Project America was the designation for a contract between American Classic Voyages and the Litton Ingalls Shipyard of Pascagoula, Mississippi. The contract was to build two cruise ships, with a gross tonnage of 72,000 each, with an option for a third vessel. The contract had the initial potential value of $1.4 billion U.S. dollars. The first ordered ship would go on to be completed as the Pride of America.

==History==

The intention of the project was to revitalise the U.S. passenger cruise shipbuilding industry. These ships were to be the largest cruise ships ever built in the U.S., with the first planned to enter service in early 2003. As points of nostalgia and history, Ingalls delivered the last American-built large passenger ships, Brasil and Argentina, in 1958.

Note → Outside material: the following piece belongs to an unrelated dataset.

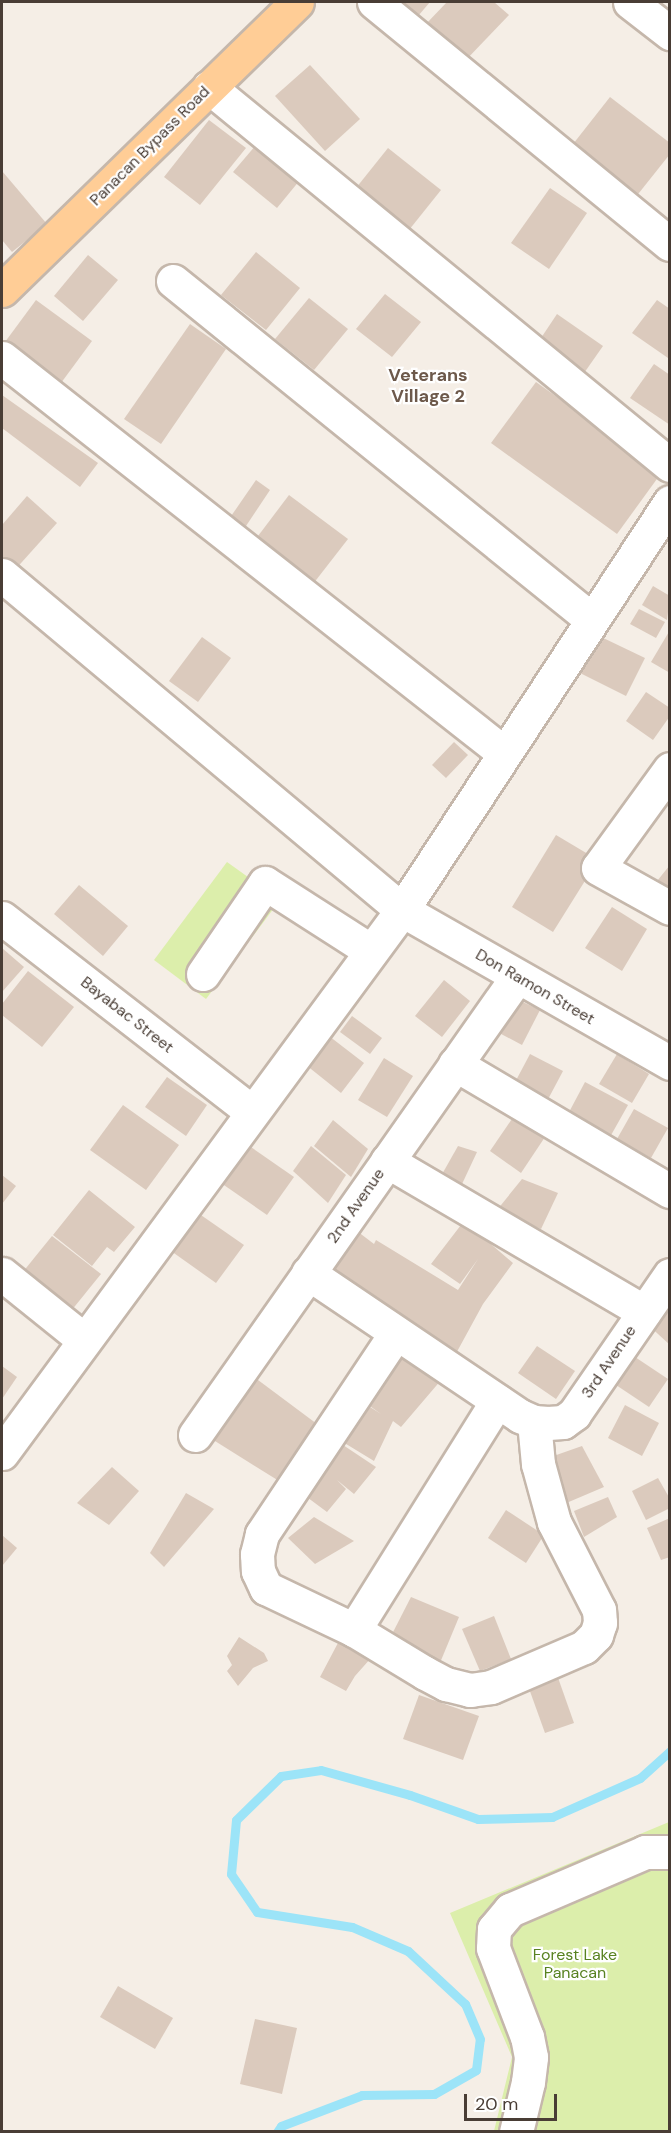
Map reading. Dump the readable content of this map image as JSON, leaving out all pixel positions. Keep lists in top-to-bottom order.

John McNeece and his company were engaged by American Classic Voyages as their consultant architects whose role was to plan and design the interior architecture and design of the leading vessel in the series. Construction began in June 2000 but the bankruptcy of American Classic Voyages in October 2001 halted the project and left only the partially completed hull of the first ship, and parts and supplies for the second.

==Original ship plans==
The ships were planned to cruise within the Hawaiian Islands and were to represent the state-of-the-art in comfort and luxury. At an estimated 840 ft long, each ship was to be approximately . Each vessel was to feature a four-deck-high atrium, a 1,060-seat dining room, an 840-seat theater, a 590-seat cabaret lounge, and a "uniquely Hawaiian" outdoor performance stage.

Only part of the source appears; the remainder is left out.